As Governor, Jeb Bush Embraced His Inner “Veto Corleone”

His 2,549 line-item vetoes cut millions of dollars from social programs, health centers, and projects backed by people who crossed him.

Ryan McBride/ZUMA ; Global Photos/ZUMA

Fight disinformation: Sign up for the free Mother Jones Daily newsletter and follow the news that matters.

As he campaigns for president, Jeb Bush has eagerly reminded audiences of the Godfather-inspired nickname he earned as Florida’s governor: “They call me Veto Corleone because I vetoed 2,500 separate line items in the budget,” he proudly declared during the first Republican presidential debate in August.

To Bush and his supporters, the thousands of projects he ruthlessly slashed from the budget during his eight years as governor ushered in an era of fiscal restraint and transparency in Tallahassee. But critics say he whacked programs that would have helped the state’s neediest residents and used his power to bring the legislature to heel, in some cases wielding his veto pen to punish lawmakers who crossed him.  

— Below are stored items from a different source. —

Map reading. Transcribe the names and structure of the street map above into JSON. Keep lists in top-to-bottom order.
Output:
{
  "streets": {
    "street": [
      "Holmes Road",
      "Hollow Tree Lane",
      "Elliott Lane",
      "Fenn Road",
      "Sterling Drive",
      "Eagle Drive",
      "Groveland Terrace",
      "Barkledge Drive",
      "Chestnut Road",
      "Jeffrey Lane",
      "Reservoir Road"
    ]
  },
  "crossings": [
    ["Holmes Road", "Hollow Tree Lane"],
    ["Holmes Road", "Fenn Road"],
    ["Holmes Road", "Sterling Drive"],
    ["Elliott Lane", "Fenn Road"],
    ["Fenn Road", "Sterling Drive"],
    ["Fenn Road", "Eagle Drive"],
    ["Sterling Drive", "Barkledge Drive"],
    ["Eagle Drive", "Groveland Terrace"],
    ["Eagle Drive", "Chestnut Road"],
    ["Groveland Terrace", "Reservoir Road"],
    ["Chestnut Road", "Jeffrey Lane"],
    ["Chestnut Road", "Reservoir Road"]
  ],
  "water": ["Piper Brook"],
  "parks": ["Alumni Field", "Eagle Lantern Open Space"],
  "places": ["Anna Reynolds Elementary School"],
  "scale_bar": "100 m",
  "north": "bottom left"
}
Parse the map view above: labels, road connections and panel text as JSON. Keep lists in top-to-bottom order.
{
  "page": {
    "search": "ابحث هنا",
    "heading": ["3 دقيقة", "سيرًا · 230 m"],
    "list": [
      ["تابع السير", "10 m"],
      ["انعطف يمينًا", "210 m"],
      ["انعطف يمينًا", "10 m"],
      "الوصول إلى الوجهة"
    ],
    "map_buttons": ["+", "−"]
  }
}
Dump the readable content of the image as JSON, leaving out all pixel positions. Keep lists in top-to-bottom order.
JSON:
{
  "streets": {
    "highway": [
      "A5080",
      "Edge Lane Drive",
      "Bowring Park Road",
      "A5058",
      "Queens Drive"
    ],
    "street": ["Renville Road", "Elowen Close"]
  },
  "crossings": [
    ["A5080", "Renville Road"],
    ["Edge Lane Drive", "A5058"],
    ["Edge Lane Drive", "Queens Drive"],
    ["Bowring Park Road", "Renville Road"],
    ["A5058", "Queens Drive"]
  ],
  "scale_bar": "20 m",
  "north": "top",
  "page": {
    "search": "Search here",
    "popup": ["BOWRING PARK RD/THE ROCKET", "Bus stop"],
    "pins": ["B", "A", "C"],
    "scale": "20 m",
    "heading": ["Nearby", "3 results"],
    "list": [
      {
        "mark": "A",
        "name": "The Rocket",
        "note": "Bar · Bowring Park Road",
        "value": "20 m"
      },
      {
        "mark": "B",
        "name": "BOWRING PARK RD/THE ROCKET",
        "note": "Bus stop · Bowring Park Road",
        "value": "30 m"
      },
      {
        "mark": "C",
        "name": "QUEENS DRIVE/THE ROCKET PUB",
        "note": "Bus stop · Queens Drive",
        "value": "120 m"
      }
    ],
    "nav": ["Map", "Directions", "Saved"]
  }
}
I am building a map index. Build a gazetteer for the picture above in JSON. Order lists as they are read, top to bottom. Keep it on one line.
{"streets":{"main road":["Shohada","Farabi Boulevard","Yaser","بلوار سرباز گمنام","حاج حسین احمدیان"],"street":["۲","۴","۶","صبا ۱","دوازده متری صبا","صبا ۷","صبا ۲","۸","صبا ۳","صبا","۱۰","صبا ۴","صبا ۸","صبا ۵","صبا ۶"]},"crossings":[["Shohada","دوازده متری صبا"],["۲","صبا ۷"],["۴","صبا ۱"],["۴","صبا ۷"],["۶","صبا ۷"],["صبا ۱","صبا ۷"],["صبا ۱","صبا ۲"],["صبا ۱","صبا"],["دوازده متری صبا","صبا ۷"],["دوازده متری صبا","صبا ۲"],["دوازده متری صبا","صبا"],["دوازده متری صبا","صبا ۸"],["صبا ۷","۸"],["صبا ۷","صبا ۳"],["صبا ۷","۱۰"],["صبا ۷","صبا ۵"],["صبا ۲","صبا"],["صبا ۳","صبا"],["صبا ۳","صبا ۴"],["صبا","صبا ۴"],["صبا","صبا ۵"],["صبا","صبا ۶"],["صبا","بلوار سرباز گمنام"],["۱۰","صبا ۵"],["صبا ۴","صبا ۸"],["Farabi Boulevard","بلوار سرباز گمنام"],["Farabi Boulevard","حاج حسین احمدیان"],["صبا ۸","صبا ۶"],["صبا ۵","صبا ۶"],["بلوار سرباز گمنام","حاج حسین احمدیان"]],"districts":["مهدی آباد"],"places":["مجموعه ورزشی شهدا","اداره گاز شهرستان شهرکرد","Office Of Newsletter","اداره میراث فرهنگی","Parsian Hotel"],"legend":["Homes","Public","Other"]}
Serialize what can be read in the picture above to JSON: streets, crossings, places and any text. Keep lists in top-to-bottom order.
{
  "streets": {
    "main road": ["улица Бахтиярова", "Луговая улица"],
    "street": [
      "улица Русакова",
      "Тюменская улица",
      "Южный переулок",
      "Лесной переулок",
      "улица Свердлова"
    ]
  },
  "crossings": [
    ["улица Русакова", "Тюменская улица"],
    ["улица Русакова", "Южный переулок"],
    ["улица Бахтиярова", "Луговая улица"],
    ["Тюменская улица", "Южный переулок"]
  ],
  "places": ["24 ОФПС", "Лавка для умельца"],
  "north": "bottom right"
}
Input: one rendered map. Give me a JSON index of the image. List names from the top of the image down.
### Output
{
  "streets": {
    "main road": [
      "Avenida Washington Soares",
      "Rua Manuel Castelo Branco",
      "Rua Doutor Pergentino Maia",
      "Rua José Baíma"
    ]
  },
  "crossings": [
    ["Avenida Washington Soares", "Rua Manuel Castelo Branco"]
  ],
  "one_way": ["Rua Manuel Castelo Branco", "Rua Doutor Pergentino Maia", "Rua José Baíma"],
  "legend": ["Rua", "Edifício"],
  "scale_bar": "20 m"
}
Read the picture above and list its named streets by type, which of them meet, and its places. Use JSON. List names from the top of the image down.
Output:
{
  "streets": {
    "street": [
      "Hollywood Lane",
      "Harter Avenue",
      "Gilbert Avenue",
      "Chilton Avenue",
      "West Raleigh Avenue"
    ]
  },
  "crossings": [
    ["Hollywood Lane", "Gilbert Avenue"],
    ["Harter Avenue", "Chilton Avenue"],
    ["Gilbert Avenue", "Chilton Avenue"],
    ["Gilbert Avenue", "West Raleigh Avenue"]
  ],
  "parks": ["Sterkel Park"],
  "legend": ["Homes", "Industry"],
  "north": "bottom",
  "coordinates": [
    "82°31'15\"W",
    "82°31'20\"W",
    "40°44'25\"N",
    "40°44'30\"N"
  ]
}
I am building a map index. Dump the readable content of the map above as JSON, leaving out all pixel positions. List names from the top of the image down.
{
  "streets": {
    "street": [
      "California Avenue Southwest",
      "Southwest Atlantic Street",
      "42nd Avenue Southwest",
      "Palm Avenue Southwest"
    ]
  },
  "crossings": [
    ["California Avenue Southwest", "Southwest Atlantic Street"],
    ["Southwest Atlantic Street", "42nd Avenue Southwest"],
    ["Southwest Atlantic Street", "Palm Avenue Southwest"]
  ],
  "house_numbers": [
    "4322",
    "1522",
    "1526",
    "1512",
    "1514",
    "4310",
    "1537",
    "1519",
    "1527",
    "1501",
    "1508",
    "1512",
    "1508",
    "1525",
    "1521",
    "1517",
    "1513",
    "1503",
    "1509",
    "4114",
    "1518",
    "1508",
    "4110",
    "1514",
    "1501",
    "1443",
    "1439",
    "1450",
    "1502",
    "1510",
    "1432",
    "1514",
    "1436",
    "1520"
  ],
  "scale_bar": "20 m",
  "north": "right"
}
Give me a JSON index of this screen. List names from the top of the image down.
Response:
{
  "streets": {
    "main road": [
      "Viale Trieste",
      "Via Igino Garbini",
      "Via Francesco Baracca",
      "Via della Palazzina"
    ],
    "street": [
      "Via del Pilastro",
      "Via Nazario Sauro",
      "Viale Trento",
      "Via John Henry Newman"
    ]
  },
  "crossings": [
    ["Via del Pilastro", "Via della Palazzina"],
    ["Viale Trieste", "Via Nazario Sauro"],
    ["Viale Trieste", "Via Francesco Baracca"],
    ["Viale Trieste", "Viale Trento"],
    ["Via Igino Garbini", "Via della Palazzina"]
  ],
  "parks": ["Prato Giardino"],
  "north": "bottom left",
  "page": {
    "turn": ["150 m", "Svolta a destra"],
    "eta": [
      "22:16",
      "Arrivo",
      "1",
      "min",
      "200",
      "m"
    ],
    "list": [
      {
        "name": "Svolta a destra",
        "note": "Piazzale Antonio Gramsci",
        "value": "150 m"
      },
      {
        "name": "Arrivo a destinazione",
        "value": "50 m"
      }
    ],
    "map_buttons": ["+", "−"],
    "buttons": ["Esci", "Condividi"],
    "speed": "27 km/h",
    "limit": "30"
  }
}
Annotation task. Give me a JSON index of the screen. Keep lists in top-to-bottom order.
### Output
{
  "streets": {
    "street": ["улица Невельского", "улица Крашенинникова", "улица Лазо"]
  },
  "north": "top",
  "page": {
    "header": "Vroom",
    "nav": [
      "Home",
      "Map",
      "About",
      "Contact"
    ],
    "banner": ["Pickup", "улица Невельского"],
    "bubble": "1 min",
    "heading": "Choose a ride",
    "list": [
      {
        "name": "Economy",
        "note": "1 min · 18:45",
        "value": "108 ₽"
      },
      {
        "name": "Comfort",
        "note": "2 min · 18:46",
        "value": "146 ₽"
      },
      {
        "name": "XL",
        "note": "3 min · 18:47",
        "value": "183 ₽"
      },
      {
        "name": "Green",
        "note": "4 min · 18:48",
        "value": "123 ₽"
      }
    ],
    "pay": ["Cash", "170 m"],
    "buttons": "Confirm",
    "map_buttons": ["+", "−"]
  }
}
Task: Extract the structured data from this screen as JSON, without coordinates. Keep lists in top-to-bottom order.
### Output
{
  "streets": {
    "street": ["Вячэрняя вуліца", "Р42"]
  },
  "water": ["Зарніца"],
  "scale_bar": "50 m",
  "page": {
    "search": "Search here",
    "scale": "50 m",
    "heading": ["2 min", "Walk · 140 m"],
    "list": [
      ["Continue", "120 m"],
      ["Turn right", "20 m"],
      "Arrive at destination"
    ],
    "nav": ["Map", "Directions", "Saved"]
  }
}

“He relished that he could arbitrarily veto anything,” says Johnnie Byrd, a Republican who was speaker of the state House of Representatives when Bush was governor. “He just kind of lorded over things and, you know, just arbitrarily cut various things that the legislature thought were worthwhile for the citizens of Florida.”

“A lot of those member projects deal with significant services, often for at-risk populations,” says Dan Gelber, a Democrat who served in the Florida House of Representatives when Bush was governor. “And in a state like Florida, where the safety net is severely frayed to begin with, those legislative projects often fill in a very significant void.”

Florida’s line-item veto power allows the governor to strike any specific budget item before signing the annual appropriations bill into law—an authority governors have in most states. With a flick of his pen, Bush sliced hundreds of millions of dollars’ worth of projects from the budget almost every year, including money for environmental clean-up efforts, police departments, rural health care clinics, after-school programs, and medical research. Perhaps his best-known veto came in 2004, when he axed $2 million for the Braman Breast Cancer Center at the University of Miami, the research program founded by the billionaire Miami car dealer Norman Braman, who, not coincidentally, is now a major backer of Republican Sen. Marco Rubio’s presidential bid.

If elected president, Bush has promised to “revive Veto Corleone” in Washington. The Supreme Court has ruled that the president lacks line-item veto authority, but Bush backs a plan that would give the president partial line-item veto power and allow Congress to take an up-or-down vote on those vetoes.

Mother Jones compiled a list of the governor’s 2,549 line-item vetoes, accounting for $1.88 billion in spending cuts between 1999 and 2007. Bush cut approximately $100 million for educational projects; $97 million for health care and mental health-related projects; $24 million for emergency preparedness, mainly for shelters and backup generators; $24 million for cancer and Alzheimer’s research and treatment; $15 million for children’s services, largely related to health care; $11 million for police and fire departments; and $10 million for drug treatment programs.

It’s difficult to assess the impact of these cuts today. Some projects were ultimately funded in subsequent budgets; others were forced to compete for local tax revenue, sometimes drawing funds away from other programs. A Bush campaign spokeswoman did not respond to a request for comment for this story.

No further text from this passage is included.